In her book, Baicker seeks to help women understand the nature of the job market and how they can use their strengths to their advantage. The book covers advice for the job search as well as strategies for a woman once she is actually on the job. Topics range from tips for job interviews to profiles of female CEOs.

Interestingly, Baicker had very little interaction with the business world prior to writing the book. As an undergraduate student at Wash. U., Baicker studied creative writing. She then went on to get a master’s degree in journalism from Northwestern University. Upon finishing her master’s program in the winter of 2007, Baicker returned to her native Philadelphia and started working for Universum, a communications firm that works as a liaison between employers and job seekers.

Universum’s many services include consulting for companies interested in hiring new talent and Web sites with career advice. While at Universum, Baicker helped edit and update the company’s WetFeet career series. She also served as managing editor for a free magazine distributed to business school campuses around the country.

The offer to write “Survival Guide for Women in Business” provided Baicker with a unique opportunity. Although WetFeet produces a wide array of career-oriented Web sites and literature, the company did not previously have a lot of materials targeted directly to women. Baicker’s final work is the result of a partnership between WetFeet and Forté Foundation, an organization of schools and corporations that provides support and networking opportunities to women in business.

“They came to me because they wanted me to get involved in a long-term project,” Baicker said. “I was thrilled. I didn’t know a lot about business…But I believe that if you are a good reporter, you can ask the right questions and learn what you need to know to write a story.”

Thanks to Forté Foundation, Baicker was able to interview women who work in many different areas of business. She spoke to these women about their experiences in a male-oriented work climate and gathered tips to help other women succeed in their own careers. As she continued her research, she discovered that it is impossible to pinpoint one factor as the cause for workplace inequality.

“The big reason, I believe, that women don’t rise to the top probably has to do with family,” Baicker said. “I think a lot of women plan to have a baby, then go back… [and then] it’s really hard to get back in.”

Luckily, many businesses and universities are working to help combat the gap between men and women in the workforce. The book mentions several companies that have special initiatives that provide support systems for women. Baicker also spoke of reeducation programs offered by upper-level business schools to women who have been out of the workforce for a while.

Further good news is that the number of women in business school has gone up overall—Baicker cites that women currently occupy about 30 percent of the seats in MBA programs, compared to less than 5 percent in the 1970s.

Baicker stressed that some of the differences between men and women in the workplace come from everyday habits that don’t translate well to professional situations. She noted, for example, that women often refrain from raising their voices in meetings or from stating their opinions because such behaviors might be perceived as rude.
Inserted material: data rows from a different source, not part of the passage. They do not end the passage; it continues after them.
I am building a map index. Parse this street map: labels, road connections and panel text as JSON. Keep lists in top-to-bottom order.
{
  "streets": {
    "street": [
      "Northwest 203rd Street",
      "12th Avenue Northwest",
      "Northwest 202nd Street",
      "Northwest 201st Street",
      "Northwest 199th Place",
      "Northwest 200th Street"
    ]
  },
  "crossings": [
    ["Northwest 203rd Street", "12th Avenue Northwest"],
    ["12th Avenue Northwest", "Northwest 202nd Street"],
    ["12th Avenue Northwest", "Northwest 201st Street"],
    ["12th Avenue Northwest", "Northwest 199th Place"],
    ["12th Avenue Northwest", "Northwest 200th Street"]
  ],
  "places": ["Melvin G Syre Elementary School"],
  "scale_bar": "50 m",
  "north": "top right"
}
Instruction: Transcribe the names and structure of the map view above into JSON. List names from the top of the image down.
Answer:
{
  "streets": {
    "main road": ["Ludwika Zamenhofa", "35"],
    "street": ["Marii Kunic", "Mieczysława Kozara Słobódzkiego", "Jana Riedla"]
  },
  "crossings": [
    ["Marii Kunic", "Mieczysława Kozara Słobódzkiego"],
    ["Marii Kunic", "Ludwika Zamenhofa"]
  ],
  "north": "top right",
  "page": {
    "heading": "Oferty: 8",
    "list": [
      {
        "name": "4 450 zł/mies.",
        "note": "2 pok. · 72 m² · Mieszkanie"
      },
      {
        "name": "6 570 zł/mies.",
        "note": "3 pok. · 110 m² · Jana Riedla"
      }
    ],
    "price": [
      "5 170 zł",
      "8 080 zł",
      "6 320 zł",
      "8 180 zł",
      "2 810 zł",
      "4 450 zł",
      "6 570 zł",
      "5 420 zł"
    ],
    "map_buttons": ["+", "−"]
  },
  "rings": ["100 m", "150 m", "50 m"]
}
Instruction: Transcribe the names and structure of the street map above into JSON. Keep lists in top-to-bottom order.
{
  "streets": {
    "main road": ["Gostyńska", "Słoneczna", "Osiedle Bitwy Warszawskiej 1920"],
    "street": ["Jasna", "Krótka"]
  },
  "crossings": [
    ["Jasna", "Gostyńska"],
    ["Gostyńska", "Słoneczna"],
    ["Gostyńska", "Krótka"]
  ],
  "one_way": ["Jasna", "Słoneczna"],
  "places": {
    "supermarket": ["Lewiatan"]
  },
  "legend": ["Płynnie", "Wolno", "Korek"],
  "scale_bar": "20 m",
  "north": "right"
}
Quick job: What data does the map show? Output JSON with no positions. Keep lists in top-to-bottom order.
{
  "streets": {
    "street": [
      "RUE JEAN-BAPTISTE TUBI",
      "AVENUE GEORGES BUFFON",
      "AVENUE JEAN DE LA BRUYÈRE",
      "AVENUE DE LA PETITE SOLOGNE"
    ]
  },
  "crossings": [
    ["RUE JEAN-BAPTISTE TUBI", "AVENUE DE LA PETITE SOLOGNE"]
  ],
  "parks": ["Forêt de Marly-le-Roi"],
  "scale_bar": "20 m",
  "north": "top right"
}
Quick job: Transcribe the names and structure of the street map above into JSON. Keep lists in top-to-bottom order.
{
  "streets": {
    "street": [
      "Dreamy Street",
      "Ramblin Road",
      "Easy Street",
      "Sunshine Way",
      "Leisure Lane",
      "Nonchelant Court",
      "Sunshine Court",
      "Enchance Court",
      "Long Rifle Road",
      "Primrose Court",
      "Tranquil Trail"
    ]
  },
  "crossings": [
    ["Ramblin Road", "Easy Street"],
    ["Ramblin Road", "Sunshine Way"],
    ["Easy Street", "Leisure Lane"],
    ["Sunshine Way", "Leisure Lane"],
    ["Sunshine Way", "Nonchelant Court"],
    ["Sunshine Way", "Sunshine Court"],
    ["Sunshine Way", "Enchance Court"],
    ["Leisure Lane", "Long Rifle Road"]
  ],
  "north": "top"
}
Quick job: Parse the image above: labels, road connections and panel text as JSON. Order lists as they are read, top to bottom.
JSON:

These sorts of socialized behaviors can be challenging for women to overcome, but Baicker notes that an important first step is for women to anticipate the obstacles that await them in the workforce.

“College sets you up to see the world in a different way—women have high GPAs, there are women in leadership roles everywhere, etc…Once you get out into the real world, there’s sexism, there’s sexual harassment, there’s maternity leave. Being able to deal with those things is the biggest thing readers can take from this book,” she said.

Baicker herself took some personal lessons from the book. One of her favorite experiences during the research phase was a lecture given by Linda Babcock, professor of economics at Carnegie Mellon University and coauthor of “Women Don’t Ask and Ask For It.”

After her talk, Babcock spoke to Baicker about the power of negotiation. Babcock explained that men negotiate four times more than women, be it about salaries for a first job or a raise later down the road.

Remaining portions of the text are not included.